The PubMed, Medline-OVID, EMBASE, and CINAHL databases were searched sequentially from January 2000 to March 2022 for all English-language papers using the following search strategy (adapted for each database): [(Endometriosis) OR (Endometrioma)] AND [(AI) OR (ML) OR (Prediction Model) OR (Classification)]. Gray literature was not included in this scoping review in attempt to only include peer-reviewed studies. This timeframe was chosen to reflect advances in AI technologies and applications in medicine. The scope of the search was not restricted to a particular type or stage of endometriosis. The search for this scoping review was completed in March 2022.

### Inclusion and exclusion criteria

The following inclusion criteria were used to determine study eligibility for this review: (1) the study involved assessing an AI approach or model to advance prediction, diagnosis, management or disease understanding in the field of endometriosis; (2) the study reported a quantitative metric on the accuracy/performance of the AI method; (3) the study was conducted using humans; (4) the article was accessible in English; and (5) the study used a validation method to test its model. Studies were excluded if: (1) they were not conducted using humans; (2) did not assess or evaluate an AI approach or model; (3) did not pertain to the field of endometriosis; and (4) developed a logistic regression model without the use of a training and test/validation set. One reviewer (BS) conducted the literature search and two reviewers (BS and ME) screened the titles, abstracts and full-texts independently for potentially eligible studies. Reference lists of eligible studies were also hand-searched but no additional studies were included on this basis.

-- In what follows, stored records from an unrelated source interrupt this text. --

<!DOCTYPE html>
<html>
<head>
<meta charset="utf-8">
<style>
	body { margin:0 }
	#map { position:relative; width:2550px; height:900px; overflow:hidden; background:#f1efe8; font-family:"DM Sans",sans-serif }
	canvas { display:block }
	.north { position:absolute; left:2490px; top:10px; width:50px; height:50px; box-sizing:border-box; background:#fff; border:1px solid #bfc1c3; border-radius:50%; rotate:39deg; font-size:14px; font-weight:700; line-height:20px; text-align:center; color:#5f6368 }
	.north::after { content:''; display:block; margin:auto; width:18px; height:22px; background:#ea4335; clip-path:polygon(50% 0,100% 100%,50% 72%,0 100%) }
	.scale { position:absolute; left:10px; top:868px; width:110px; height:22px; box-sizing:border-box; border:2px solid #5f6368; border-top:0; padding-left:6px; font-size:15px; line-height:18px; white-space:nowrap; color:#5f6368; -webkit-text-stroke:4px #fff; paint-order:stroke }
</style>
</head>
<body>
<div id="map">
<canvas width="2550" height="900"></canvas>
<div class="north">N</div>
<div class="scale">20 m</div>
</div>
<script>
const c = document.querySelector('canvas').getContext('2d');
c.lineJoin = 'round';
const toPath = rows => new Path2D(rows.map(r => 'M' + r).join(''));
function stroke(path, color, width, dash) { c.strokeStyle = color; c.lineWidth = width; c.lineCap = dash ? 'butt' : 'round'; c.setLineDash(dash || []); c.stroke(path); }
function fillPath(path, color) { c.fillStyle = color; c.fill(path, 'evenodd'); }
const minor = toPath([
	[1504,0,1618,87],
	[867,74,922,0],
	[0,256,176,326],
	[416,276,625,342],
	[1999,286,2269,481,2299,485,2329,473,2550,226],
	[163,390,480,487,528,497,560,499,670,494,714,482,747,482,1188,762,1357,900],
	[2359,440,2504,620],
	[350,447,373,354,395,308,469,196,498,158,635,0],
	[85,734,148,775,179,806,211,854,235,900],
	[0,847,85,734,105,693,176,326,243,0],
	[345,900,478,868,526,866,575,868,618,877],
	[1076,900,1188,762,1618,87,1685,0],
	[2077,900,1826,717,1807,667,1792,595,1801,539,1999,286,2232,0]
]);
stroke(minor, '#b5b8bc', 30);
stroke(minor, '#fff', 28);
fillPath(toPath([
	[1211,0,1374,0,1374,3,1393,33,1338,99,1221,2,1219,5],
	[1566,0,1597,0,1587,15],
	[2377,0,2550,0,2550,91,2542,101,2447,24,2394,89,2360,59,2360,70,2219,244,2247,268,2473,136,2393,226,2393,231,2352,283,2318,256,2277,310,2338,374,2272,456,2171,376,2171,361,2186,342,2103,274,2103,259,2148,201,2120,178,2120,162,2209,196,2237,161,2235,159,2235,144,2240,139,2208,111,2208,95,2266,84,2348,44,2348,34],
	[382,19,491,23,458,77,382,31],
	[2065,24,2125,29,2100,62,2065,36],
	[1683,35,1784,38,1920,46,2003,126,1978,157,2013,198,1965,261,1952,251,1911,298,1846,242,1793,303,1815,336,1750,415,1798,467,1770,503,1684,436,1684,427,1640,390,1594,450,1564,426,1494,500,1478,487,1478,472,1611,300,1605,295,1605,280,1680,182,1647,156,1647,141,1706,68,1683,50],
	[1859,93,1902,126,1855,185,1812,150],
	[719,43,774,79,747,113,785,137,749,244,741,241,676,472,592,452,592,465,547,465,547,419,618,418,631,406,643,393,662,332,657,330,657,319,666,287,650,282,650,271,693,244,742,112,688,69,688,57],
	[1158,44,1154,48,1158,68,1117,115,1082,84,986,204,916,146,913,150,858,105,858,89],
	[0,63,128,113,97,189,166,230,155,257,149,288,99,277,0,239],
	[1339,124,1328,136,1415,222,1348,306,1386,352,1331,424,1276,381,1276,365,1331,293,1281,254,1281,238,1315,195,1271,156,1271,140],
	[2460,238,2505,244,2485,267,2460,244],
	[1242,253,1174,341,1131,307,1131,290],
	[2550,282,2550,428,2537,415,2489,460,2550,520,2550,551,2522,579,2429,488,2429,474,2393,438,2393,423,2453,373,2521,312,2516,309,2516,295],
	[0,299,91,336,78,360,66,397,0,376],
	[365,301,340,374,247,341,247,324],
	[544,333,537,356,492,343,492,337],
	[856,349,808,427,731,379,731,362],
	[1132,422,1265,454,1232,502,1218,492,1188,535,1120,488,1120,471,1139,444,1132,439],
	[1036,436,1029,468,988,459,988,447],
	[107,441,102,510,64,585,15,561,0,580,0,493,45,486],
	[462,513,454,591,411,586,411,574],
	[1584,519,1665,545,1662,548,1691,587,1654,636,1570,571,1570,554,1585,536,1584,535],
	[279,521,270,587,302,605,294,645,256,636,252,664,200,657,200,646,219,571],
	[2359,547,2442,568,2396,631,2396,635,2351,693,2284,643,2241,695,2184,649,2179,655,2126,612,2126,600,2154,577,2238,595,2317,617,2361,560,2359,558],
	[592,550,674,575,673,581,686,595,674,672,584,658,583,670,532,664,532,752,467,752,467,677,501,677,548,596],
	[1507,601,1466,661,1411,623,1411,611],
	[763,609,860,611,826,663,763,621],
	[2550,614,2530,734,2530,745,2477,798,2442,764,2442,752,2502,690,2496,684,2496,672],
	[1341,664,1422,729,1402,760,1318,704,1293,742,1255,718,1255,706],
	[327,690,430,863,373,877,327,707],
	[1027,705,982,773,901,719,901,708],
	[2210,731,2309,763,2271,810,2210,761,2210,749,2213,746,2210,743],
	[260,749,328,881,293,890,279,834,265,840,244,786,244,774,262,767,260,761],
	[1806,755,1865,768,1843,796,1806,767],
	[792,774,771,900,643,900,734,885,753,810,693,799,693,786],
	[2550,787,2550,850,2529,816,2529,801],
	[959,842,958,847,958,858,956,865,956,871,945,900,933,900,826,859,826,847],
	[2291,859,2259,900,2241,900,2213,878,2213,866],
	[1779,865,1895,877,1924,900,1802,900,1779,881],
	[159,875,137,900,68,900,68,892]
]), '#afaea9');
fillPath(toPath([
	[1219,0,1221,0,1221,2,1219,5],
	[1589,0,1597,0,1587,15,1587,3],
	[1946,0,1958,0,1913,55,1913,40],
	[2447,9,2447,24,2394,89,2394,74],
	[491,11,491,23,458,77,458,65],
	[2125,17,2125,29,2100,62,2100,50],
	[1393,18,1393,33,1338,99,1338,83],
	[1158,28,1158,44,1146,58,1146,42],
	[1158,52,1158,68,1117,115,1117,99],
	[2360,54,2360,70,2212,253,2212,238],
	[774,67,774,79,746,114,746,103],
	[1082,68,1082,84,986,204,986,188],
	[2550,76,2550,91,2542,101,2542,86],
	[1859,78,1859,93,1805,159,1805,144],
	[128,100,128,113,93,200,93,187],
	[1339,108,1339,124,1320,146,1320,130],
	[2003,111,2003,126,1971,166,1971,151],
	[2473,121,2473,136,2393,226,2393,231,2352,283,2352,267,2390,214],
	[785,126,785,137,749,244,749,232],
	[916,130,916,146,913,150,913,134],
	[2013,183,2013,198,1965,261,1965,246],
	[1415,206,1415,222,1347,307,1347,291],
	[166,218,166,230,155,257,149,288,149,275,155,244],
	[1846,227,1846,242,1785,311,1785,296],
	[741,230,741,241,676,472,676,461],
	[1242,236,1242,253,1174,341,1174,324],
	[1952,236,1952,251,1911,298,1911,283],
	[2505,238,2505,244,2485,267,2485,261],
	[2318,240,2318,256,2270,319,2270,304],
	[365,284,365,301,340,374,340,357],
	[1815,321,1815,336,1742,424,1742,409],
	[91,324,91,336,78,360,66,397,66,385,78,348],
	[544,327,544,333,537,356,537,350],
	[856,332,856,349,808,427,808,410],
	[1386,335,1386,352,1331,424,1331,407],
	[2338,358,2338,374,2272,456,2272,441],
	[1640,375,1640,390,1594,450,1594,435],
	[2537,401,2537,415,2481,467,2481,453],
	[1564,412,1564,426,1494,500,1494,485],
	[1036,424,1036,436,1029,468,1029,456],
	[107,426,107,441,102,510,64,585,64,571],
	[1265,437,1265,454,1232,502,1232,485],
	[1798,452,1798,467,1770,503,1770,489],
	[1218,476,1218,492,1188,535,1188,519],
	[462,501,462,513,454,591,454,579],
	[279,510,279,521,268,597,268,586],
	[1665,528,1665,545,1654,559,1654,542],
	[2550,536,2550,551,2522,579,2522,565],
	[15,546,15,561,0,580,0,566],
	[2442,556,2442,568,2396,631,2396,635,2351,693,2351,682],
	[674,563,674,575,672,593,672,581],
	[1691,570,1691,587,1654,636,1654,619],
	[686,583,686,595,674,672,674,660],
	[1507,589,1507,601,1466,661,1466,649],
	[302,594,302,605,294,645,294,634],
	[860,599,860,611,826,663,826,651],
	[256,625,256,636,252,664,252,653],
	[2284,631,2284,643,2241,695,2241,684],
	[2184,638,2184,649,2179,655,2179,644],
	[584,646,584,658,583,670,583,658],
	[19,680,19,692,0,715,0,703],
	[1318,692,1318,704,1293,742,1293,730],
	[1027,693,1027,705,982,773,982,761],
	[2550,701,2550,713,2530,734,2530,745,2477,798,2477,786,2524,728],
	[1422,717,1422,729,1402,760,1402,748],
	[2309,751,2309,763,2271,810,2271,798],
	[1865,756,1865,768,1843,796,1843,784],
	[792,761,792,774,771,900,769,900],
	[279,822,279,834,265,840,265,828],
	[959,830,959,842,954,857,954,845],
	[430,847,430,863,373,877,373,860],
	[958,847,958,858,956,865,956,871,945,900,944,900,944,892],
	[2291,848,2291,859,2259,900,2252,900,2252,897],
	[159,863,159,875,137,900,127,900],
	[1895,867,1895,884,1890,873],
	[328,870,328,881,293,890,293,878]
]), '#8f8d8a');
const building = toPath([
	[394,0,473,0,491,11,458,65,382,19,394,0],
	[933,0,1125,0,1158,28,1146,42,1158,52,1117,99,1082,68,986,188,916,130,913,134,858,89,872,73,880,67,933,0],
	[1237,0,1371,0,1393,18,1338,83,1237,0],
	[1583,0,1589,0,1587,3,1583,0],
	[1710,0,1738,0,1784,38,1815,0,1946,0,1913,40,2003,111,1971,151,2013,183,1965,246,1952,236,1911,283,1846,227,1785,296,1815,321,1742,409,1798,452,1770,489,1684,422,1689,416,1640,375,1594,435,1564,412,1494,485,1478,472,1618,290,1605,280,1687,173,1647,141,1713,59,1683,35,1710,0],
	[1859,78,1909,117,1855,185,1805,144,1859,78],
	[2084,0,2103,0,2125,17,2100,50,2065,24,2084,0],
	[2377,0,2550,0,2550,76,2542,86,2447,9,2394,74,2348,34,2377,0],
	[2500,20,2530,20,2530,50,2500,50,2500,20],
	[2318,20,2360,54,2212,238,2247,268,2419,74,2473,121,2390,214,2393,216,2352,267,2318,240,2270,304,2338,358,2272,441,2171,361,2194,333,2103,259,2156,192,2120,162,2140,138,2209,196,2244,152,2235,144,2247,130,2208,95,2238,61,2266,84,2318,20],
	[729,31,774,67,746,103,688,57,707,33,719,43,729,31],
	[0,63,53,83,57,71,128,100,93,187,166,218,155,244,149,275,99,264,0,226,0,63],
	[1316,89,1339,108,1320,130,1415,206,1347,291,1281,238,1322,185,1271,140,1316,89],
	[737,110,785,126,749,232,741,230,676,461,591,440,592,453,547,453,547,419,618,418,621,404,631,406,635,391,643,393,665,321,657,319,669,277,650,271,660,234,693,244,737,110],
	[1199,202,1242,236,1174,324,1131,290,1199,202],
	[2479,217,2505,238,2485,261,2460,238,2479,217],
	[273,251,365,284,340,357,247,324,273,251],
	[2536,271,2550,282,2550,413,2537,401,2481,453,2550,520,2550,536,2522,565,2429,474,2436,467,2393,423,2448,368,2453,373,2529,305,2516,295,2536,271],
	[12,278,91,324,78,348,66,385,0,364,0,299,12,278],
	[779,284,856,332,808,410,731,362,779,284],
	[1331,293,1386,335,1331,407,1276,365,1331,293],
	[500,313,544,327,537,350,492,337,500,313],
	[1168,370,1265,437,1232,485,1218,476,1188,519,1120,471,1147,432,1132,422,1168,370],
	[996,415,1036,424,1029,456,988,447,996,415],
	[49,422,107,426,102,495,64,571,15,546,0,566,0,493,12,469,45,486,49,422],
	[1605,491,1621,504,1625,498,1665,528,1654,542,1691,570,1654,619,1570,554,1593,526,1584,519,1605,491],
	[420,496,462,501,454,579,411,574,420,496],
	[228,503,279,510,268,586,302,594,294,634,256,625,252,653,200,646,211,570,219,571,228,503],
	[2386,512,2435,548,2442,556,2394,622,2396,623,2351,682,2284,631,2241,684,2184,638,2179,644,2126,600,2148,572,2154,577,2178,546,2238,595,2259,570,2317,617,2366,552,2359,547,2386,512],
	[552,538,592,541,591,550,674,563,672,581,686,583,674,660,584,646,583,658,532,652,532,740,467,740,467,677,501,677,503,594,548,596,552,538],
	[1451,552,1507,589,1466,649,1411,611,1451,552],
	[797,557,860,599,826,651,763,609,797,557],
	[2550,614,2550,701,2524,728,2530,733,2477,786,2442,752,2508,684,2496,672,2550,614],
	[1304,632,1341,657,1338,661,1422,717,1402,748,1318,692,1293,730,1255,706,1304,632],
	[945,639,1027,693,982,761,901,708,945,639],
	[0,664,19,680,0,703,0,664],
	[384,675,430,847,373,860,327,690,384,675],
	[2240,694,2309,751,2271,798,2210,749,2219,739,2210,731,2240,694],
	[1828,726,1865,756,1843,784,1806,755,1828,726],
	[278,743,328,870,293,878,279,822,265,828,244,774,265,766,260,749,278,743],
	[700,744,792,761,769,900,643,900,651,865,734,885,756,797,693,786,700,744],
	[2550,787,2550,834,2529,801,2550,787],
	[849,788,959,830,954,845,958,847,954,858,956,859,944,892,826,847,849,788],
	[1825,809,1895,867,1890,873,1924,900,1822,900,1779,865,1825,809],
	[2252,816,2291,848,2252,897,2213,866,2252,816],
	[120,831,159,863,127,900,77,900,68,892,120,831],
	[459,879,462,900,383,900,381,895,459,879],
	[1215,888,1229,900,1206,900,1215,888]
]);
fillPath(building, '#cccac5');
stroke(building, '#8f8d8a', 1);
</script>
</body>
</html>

### Study selection and data extraction

One author (B.S.) conducted the literature search, and two authors (B.S. and M.E.) independently screened the titles and abstracts for potentially eligible studies. Each potential study for inclusion underwent full-text screening and was assessed to extract study-specific information and data; Table 1 presents a summary of the title, lead author, publication year, study design, AI intervention, purpose/aim, sample size, type of inputs used in the AI method, specific inputs in the final model, evaluation metrics used and AI accuracy. Two reviewers (B.S. and M.E.) independently conducted a full-text screening and extracted information from potentially eligible studies. They then cross-checked the identified studies to determine eligibility through discussion and used consensus to resolve discrepancies. The information collated in the initial evidence table was used to aggregate data and determine the main themes of use for AI in endometriosis in the currently published literature. Where studies explored more than one AI model, the model with the highest accuracy was assessed and included in the review.

### Pooled evaluation metric

Pooled sensitivities and specificities were calculated for studies within the same input category. The following formula68 was used to combine means across different studies where SE or SP is the pooled mean for sensitivity or specificity, as follows:

$${{{\mathrm{SE}}}}\,{{{\mathrm{or}}}}\,{{{\mathrm{SP}}}} \,=\, \frac{{N_1X_1 \,+\, N_2X_2 \,+\, \cdots }}{{N_1 \,+\, N_2 \,+\, \cdots }}$$
(1)

where, for example, N1 is the number of participants in study 1 and X1 is the value of the reported sensitivity or specificity in study 1.